The prosecution rested its case Wednesday after introducing a wealth of circumstantial and forensic evidence that they say shows that the young single mother suffocated her daughter by wrapping duct tape around her head. They say she left the girl’s body in her car until it stank and then dumped it in the woods near the home she shared with her parents.

But there are holes. They have no witnesses who saw the killing. No one saw Anthony with the body. And because the body was so decomposed, there is no absolute proof that the child was suffocated, just the tape remnants on her skull. Caylee’s remains were found in December 2008, six months after the girl was last seen.

And while the prosecution used Anthony’s friends, parents and brother to show that she lied repeatedly before and after her child died, the witnesses also all agreed that she was a loving and doting mother. If convicted of first-degree murder, Anthony faces a possible death sentence.
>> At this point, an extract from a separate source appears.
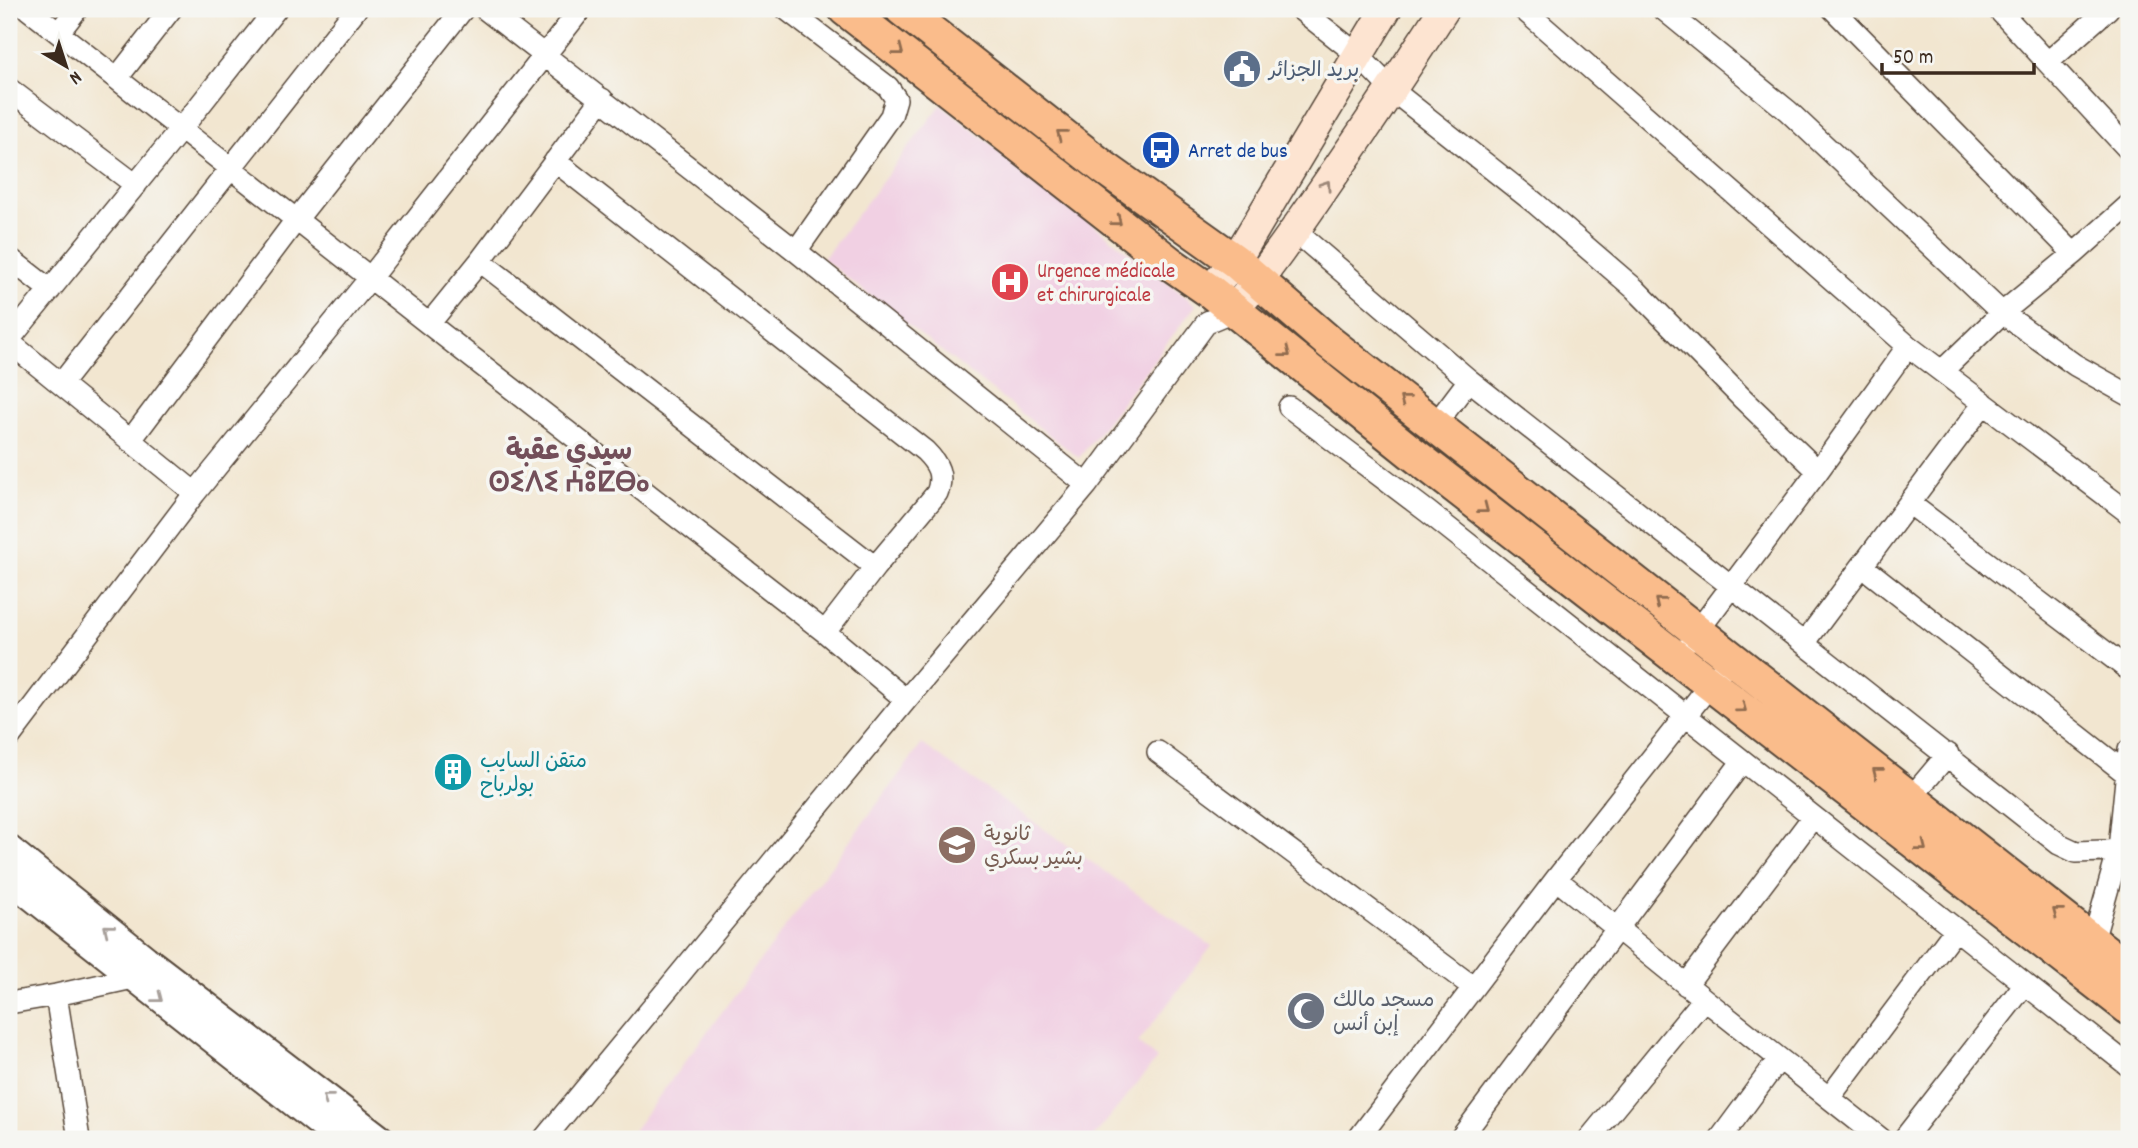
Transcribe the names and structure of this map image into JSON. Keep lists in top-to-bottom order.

“I think [the prosecutors] did as best they could with the evidence that they have,” said Leslie Garfield, a criminal law professor at Pace Law School in New York. “The problem is that all 12 jurors have to find a verdict unanimously beyond all reasonable doubt. So you wind up having a pretty heavy burden.”

And that’s what Anthony’s attorneys will bank on when they begin their case Thursday — but they also set a high bar for themselves.

In his opening statement, lead defense attorney Jose Baez said he will show that Caylee accidentally drowned in her grandparents’ above-ground swimming pool and that Casey freaked out.

He said Anthony’s father, a former police officer, made the death look like a murder and helped her dump the body. George Anthony adamantly denied the claim during his testimony, along with an accusation that he molested Casey as a child.

If the defense has no witnesses to back up their claims of a drowning and cover-up, many lawyers familiar with the case think Anthony, 25, will have to testify in her own defense, opening her up scathing cross-examination.

“That’s really risky,” Garfield said.

In her opening statement, lead prosecutor Linda Drane Burdick didn’t hide the central mystery of the case: “What happened to Caylee Marie Anthony?”

She and her assistants then methodically tried to answer that question, showing that Anthony had been living the life of a party girl before Caylee disappeared in June 2008 — and didn’t slow down until she was arrested weeks later.

They showed that Anthony, then 22, lied to her parents and detectives about working as a party planner at Universal Studios theme park. She also maintained that a nanny named Zanny had taken the child in several conversations with investigators — a vastly different explanation from the drowning story the defense is now using.